Your objective: Return all entries word for word, but drop any images.

[[ Records, beginning ]]

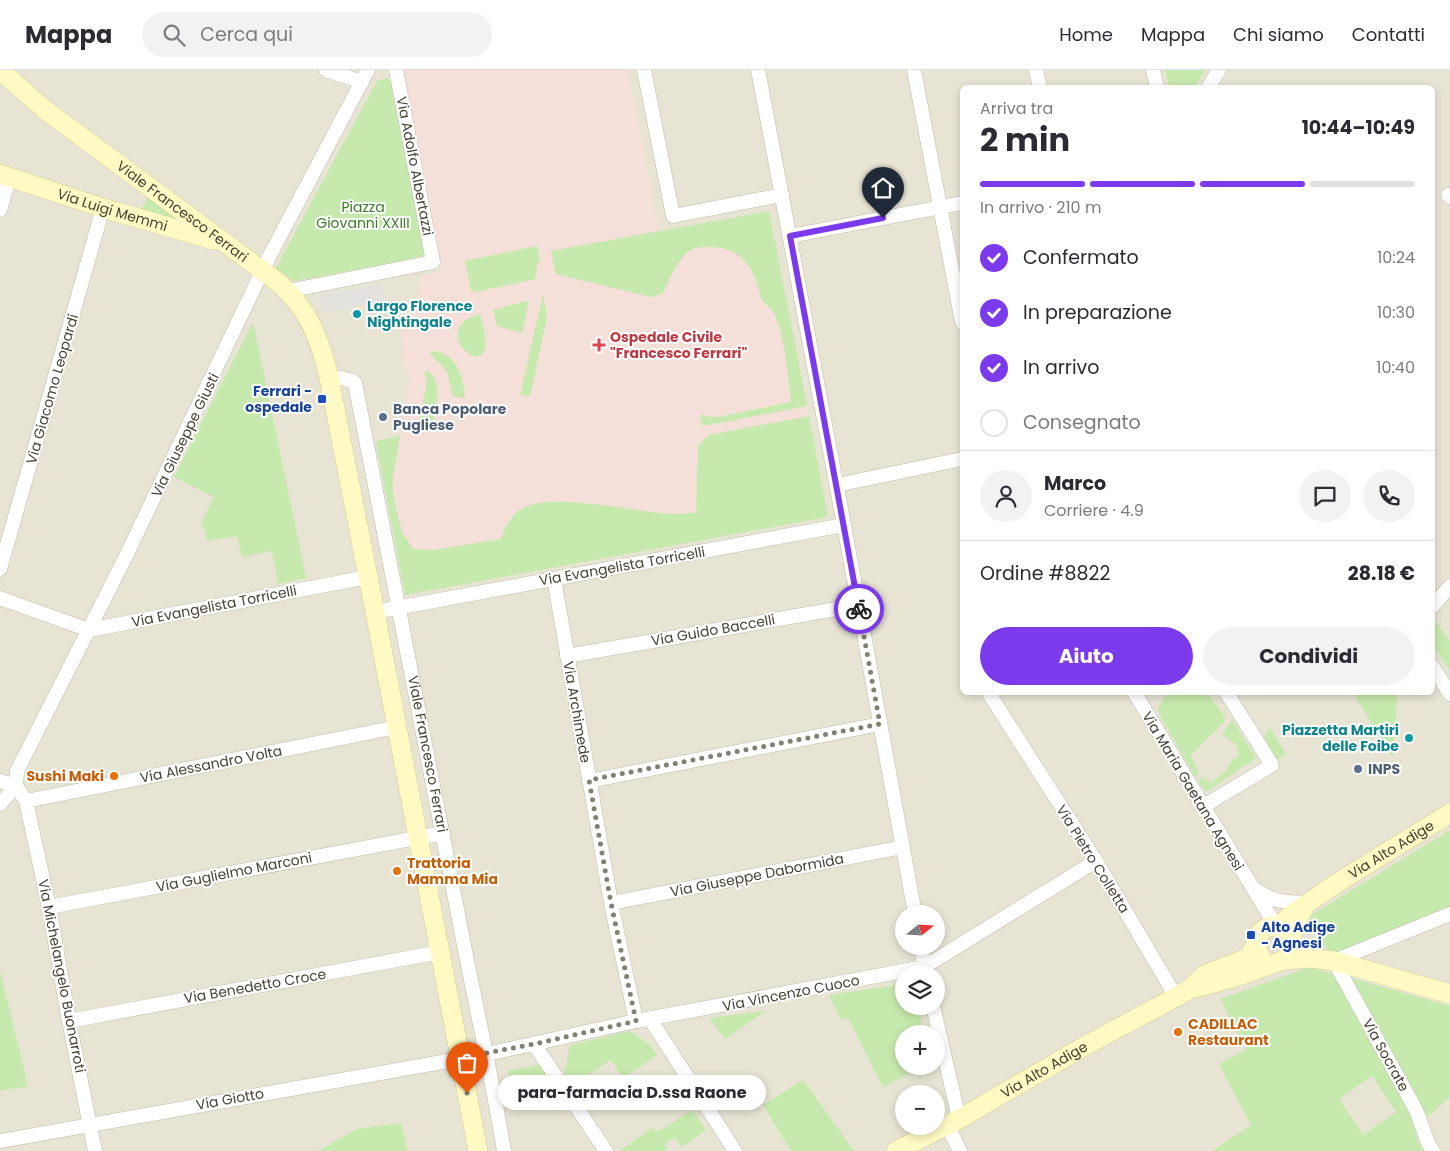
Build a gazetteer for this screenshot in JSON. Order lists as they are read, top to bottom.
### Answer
{
  "streets": {
    "street": [
      "Via Adolfo Albertazzi",
      "Via Luigi Memmi",
      "Viale Francesco Ferrari",
      "Via Giacomo Leopardi",
      "Via Giuseppe Giusti",
      "Via Evangelista Torricelli",
      "Via Guido Baccelli",
      "Via Archimede",
      "Via Alessandro Volta",
      "Via Maria Gaetana Agnesi",
      "Via Alto Adige",
      "Via Pietro Colletta",
      "Via Guglielmo Marconi",
      "Via Giuseppe Dabormida",
      "Via Michelangelo Buonarroti",
      "Via Benedetto Croce",
      "Via Vincenzo Cuoco",
      "Via Socrate",
      "Via Giotto"
    ]
  },
  "crossings": [
    ["Via Adolfo Albertazzi", "Viale Francesco Ferrari"],
    ["Via Luigi Memmi", "Viale Francesco Ferrari"],
    ["Via Luigi Memmi", "Via Giacomo Leopardi"],
    ["Viale Francesco Ferrari", "Via Giuseppe Giusti"],
    ["Viale Francesco Ferrari", "Via Evangelista Torricelli"],
    ["Viale Francesco Ferrari", "Via Alessandro Volta"],
    ["Viale Francesco Ferrari", "Via Guglielmo Marconi"],
    ["Viale Francesco Ferrari", "Via Benedetto Croce"],
    ["Viale Francesco Ferrari", "Via Vincenzo Cuoco"],
    ["Viale Francesco Ferrari", "Via Giotto"],
    ["Via Giuseppe Giusti", "Via Evangelista Torricelli"],
    ["Via Evangelista Torricelli", "Via Archimede"],
    ["Via Guido Baccelli", "Via Archimede"],
    ["Via Archimede", "Via Giuseppe Dabormida"],
    ["Via Archimede", "Via Vincenzo Cuoco"],
    ["Via Alessandro Volta", "Via Michelangelo Buonarroti"],
    ["Via Maria Gaetana Agnesi", "Via Alto Adige"],
    ["Via Alto Adige", "Via Pietro Colletta"],
    ["Via Pietro Colletta", "Via Vincenzo Cuoco"],
    ["Via Guglielmo Marconi", "Via Michelangelo Buonarroti"],
    ["Via Michelangelo Buonarroti", "Via Benedetto Croce"],
    ["Via Michelangelo Buonarroti", "Via Giotto"],
    ["Via Vincenzo Cuoco", "Via Giotto"]
  ],
  "parks": ["Piazza Giovanni XXIII"],
  "places": {
    "other": [
      "Largo Florence Nightingale",
      "Banca Popolare Pugliese",
      "Piazzetta Martiri delle Foibe",
      "INPS",
      "Sushi Maki",
      "Trattoria Mamma Mia",
      "CADILLAC Restaurant",
      "para-farmacia D.ssa Raone"
    ],
    "health": ["Ospedale Civile \"Francesco Ferrari\""],
    "transit": ["Ferrari - ospedale", "Alto Adige - Agnesi"]
  },
  "north": "right",
  "page": {
    "header": "Mappa",
    "search": "Cerca qui",
    "nav": [
      "Home",
      "Mappa",
      "Chi siamo",
      "Contatti"
    ],
    "heading": ["2 min", "Arriva tra", "10:44–10:49"],
    "panel": [
      "Marco",
      "Corriere · 4.9",
      "Ordine #8822",
      "28.18 €"
    ],
    "bar": "In arrivo · 210 m",
    "list": [
      ["Confermato", "10:24"],
      ["In preparazione", "10:30"],
      ["In arrivo", "10:40"],
      "Consegnato"
    ],
    "buttons": ["Aiuto", "Condividi"],
    "map_buttons": ["+", "−"],
    "bubble": "para-farmacia D.ssa Raone"
  }
}
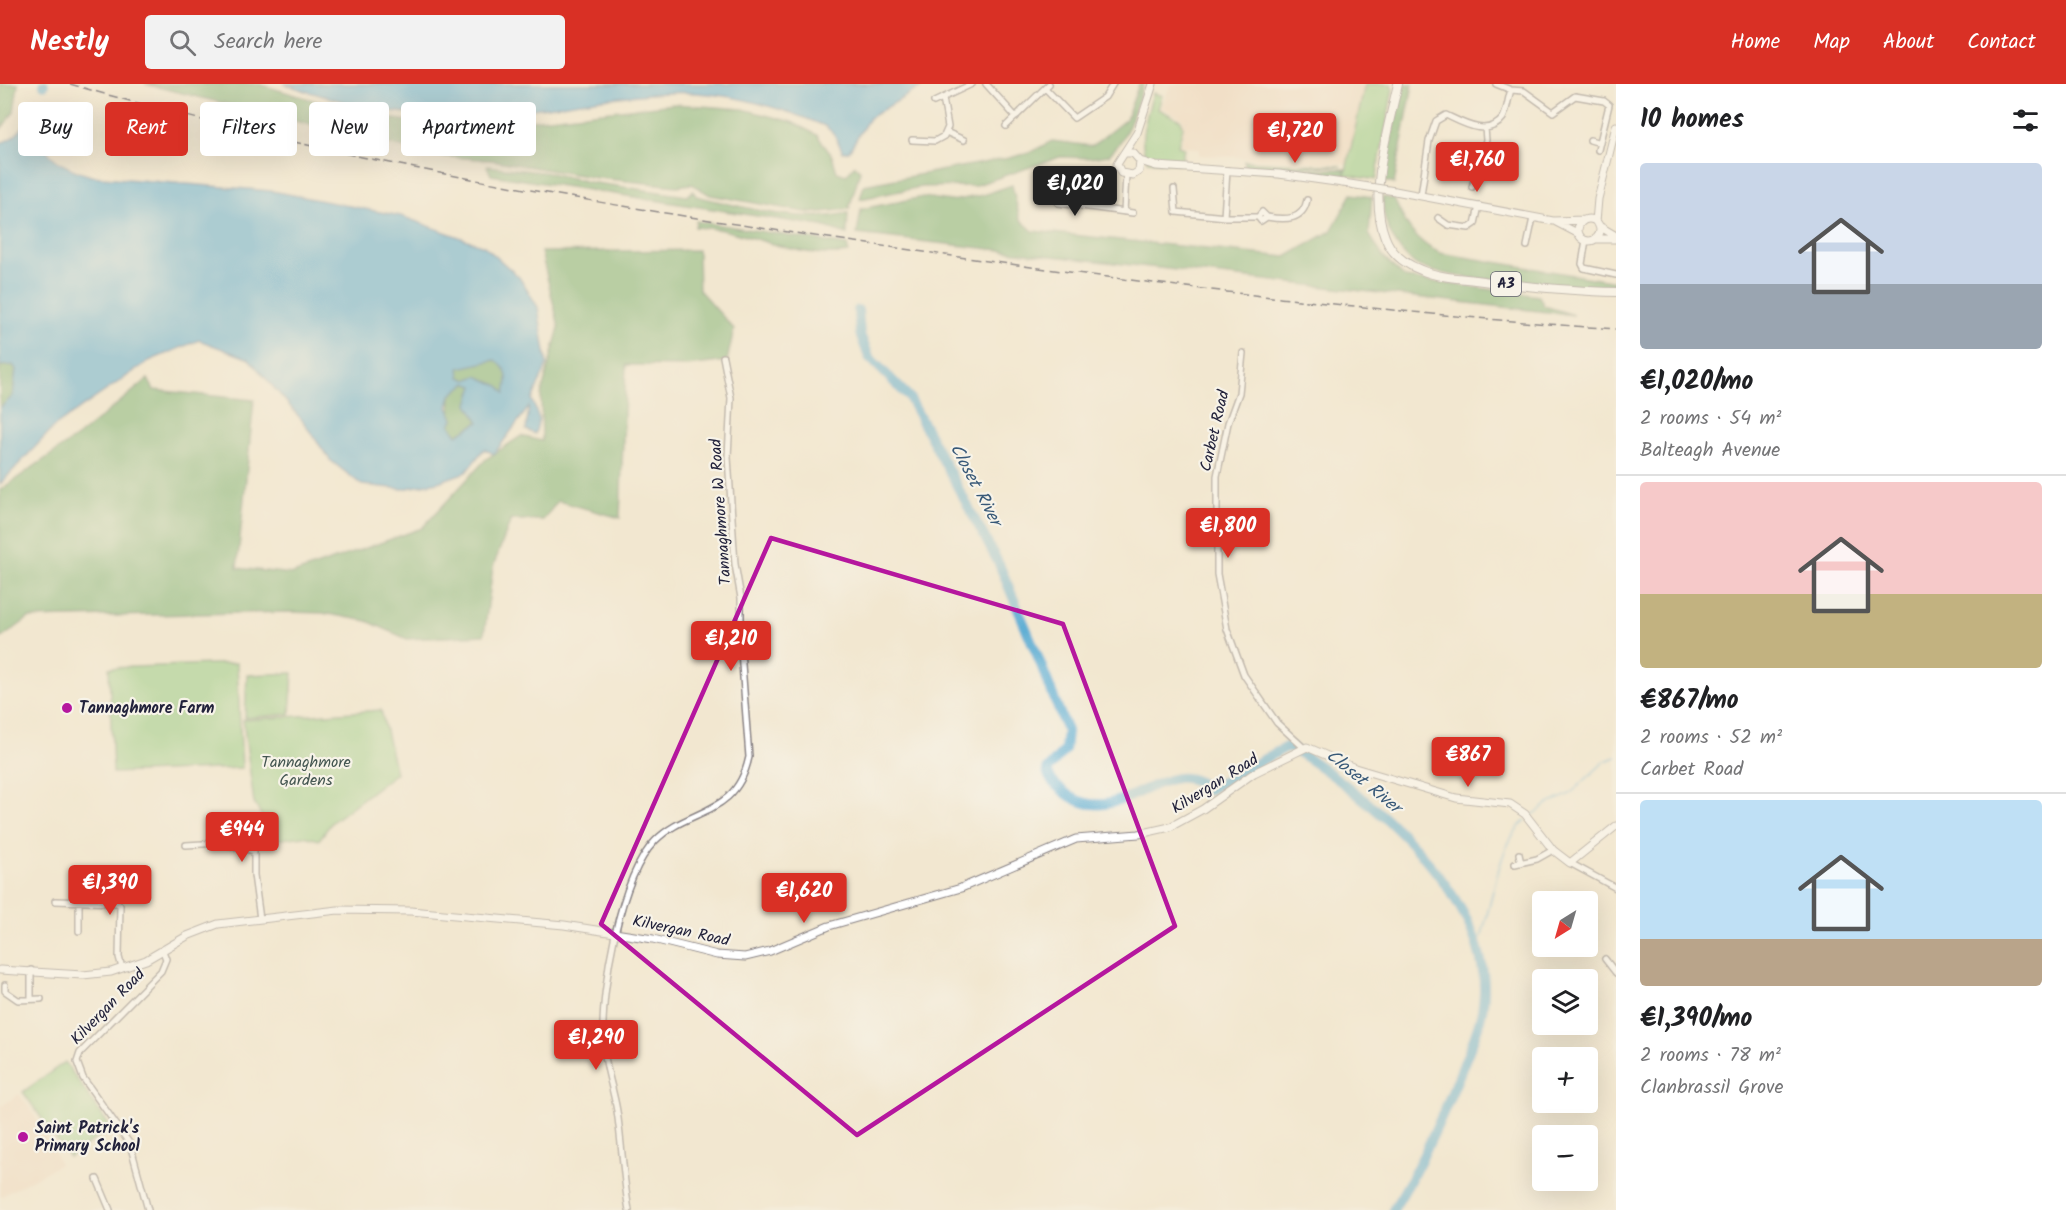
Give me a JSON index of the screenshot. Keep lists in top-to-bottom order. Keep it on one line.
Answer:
{"streets":{"highway":["A3"],"street":["Carbet Road","Tannaghmore W Road","Kilvergan Road"]},"crossings":[["Carbet Road","Kilvergan Road"],["Tannaghmore W Road","Kilvergan Road"]],"water":["Closet River"],"parks":["Tannaghmore Gardens"],"places":["Tannaghmore Farm","Saint Patrick's Primary School"],"north":"bottom left","page":{"header":"Nestly","search":"Search here","nav":["Home","Map","About","Contact"],"heading":"10 homes","chip":["Buy","Rent","Filters","New","Apartment"],"price":["€1,720","€1,760","€1,020","€1,800","€1,210","€867","€944","€1,390","€1,620","€1,290"],"list":[{"name":"€1,020/mo","note":"2 rooms · 54 m² · Balteagh Avenue"},{"name":"€867/mo","note":"2 rooms · 52 m² · Carbet Road"},{"name":"€1,390/mo","note":"2 rooms · 78 m² · Clanbrassil Grove"}],"map_buttons":["+","−"]}}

[[ Records, end ]]

Output below:
Build a gazetteer for this screenshot in JSON. Order lists as they are read, top to bottom.
### Answer
{
  "streets": {
    "street": [
      "Via Adolfo Albertazzi",
      "Via Luigi Memmi",
      "Viale Francesco Ferrari",
      "Via Giacomo Leopardi",
      "Via Giuseppe Giusti",
      "Via Evangelista Torricelli",
      "Via Guido Baccelli",
      "Via Archimede",
      "Via Alessandro Volta",
      "Via Maria Gaetana Agnesi",
      "Via Alto Adige",
      "Via Pietro Colletta",
      "Via Guglielmo Marconi",
      "Via Giuseppe Dabormida",
      "Via Michelangelo Buonarroti",
      "Via Benedetto Croce",
      "Via Vincenzo Cuoco",
      "Via Socrate",
      "Via Giotto"
    ]
  },
  "crossings": [
    ["Via Adolfo Albertazzi", "Viale Francesco Ferrari"],
    ["Via Luigi Memmi", "Viale Francesco Ferrari"],
    ["Via Luigi Memmi", "Via Giacomo Leopardi"],
    ["Viale Francesco Ferrari", "Via Giuseppe Giusti"],
    ["Viale Francesco Ferrari", "Via Evangelista Torricelli"],
    ["Viale Francesco Ferrari", "Via Alessandro Volta"],
    ["Viale Francesco Ferrari", "Via Guglielmo Marconi"],
    ["Viale Francesco Ferrari", "Via Benedetto Croce"],
    ["Viale Francesco Ferrari", "Via Vincenzo Cuoco"],
    ["Viale Francesco Ferrari", "Via Giotto"],
    ["Via Giuseppe Giusti", "Via Evangelista Torricelli"],
    ["Via Evangelista Torricelli", "Via Archimede"],
    ["Via Guido Baccelli", "Via Archimede"],
    ["Via Archimede", "Via Giuseppe Dabormida"],
    ["Via Archimede", "Via Vincenzo Cuoco"],
    ["Via Alessandro Volta", "Via Michelangelo Buonarroti"],
    ["Via Maria Gaetana Agnesi", "Via Alto Adige"],
    ["Via Alto Adige", "Via Pietro Colletta"],
    ["Via Pietro Colletta", "Via Vincenzo Cuoco"],
    ["Via Guglielmo Marconi", "Via Michelangelo Buonarroti"],
    ["Via Michelangelo Buonarroti", "Via Benedetto Croce"],
    ["Via Michelangelo Buonarroti", "Via Giotto"],
    ["Via Vincenzo Cuoco", "Via Giotto"]
  ],
  "parks": ["Piazza Giovanni XXIII"],
  "places": {
    "other": [
      "Largo Florence Nightingale",
      "Banca Popolare Pugliese",
      "Piazzetta Martiri delle Foibe",
      "INPS",
      "Sushi Maki",
      "Trattoria Mamma Mia",
      "CADILLAC Restaurant",
      "para-farmacia D.ssa Raone"
    ],
    "health": ["Ospedale Civile \"Francesco Ferrari\""],
    "transit": ["Ferrari - ospedale", "Alto Adige - Agnesi"]
  },
  "north": "right",
  "page": {
    "header": "Mappa",
    "search": "Cerca qui",
    "nav": [
      "Home",
      "Mappa",
      "Chi siamo",
      "Contatti"
    ],
    "heading": ["2 min", "Arriva tra", "10:44–10:49"],
    "panel": [
      "Marco",
      "Corriere · 4.9",
      "Ordine #8822",
      "28.18 €"
    ],
    "bar": "In arrivo · 210 m",
    "list": [
      ["Confermato", "10:24"],
      ["In preparazione", "10:30"],
      ["In arrivo", "10:40"],
      "Consegnato"
    ],
    "buttons": ["Aiuto", "Condividi"],
    "map_buttons": ["+", "−"],
    "bubble": "para-farmacia D.ssa Raone"
  }
}
Give me a JSON index of the screenshot. Keep lists in top-to-bottom order. Keep it on one line.
Answer:
{"streets":{"highway":["A3"],"street":["Carbet Road","Tannaghmore W Road","Kilvergan Road"]},"crossings":[["Carbet Road","Kilvergan Road"],["Tannaghmore W Road","Kilvergan Road"]],"water":["Closet River"],"parks":["Tannaghmore Gardens"],"places":["Tannaghmore Farm","Saint Patrick's Primary School"],"north":"bottom left","page":{"header":"Nestly","search":"Search here","nav":["Home","Map","About","Contact"],"heading":"10 homes","chip":["Buy","Rent","Filters","New","Apartment"],"price":["€1,720","€1,760","€1,020","€1,800","€1,210","€867","€944","€1,390","€1,620","€1,290"],"list":[{"name":"€1,020/mo","note":"2 rooms · 54 m² · Balteagh Avenue"},{"name":"€867/mo","note":"2 rooms · 52 m² · Carbet Road"},{"name":"€1,390/mo","note":"2 rooms · 78 m² · Clanbrassil Grove"}],"map_buttons":["+","−"]}}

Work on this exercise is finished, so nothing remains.